= Elizabeth Verville =

American civil servant

Elizabeth Verville is an American civil servant in the Senior Executive Service (SES) who served as acting deputy assistant secretary of state (DAS) for international crime in the Bureau of International Narcotics and Law Enforcement Affairs. Verville led the U.S. delegations to the United Nations (UN) in developing multilateral treaties, such as the UN Convention against Transnational Organized Crime (UNTOC), which was passed in 2000 to combat transnational organized crime, and the UN Convention against Corruption (UNCAC). Prior to her role as acting DAS, she served on the National Security Council as director of global affairs for international crime, counternarcotics, and counterterrorism. She also previously served as deputy director of the first U.S. interagency office created to protect the nation's critical information infrastructure.

Verville received a bachelor's degree from Duke University in 1961. She received an LLB from Columbia Law School in 1964.

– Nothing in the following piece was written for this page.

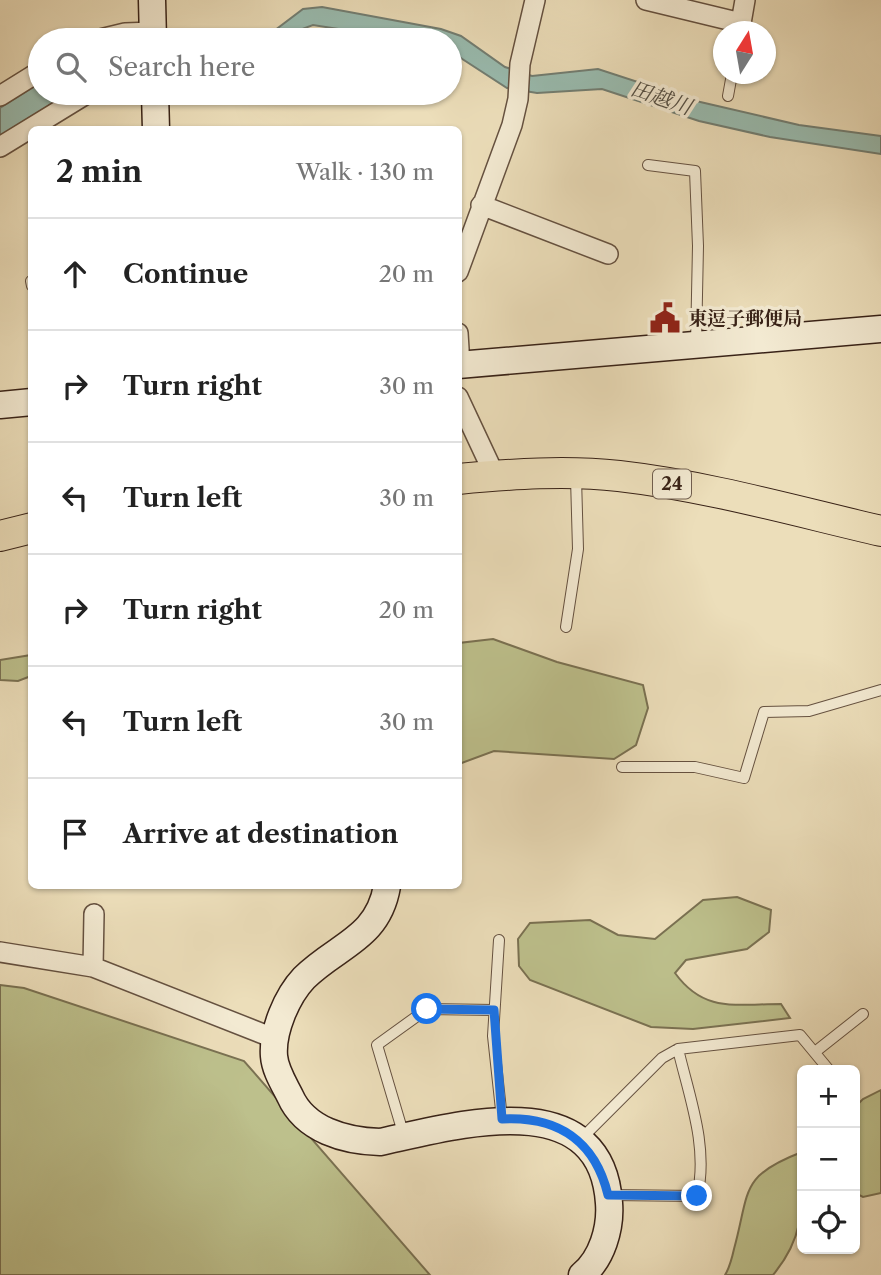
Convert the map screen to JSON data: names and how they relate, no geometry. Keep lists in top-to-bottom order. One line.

In the office of the Legal Adviser Verville started her work for the United States Department of State in 1969. She held the position of Deputy Legal Adviser from 1980 to 1990. As a senior member of the  United States Delegation she participated in the Third United Nations Conference on the Law of the Sea. Verville also led the delegation of the United States in the negotiations that transacted the 1990 Maritime Boundary Agreement with the Soviet Union.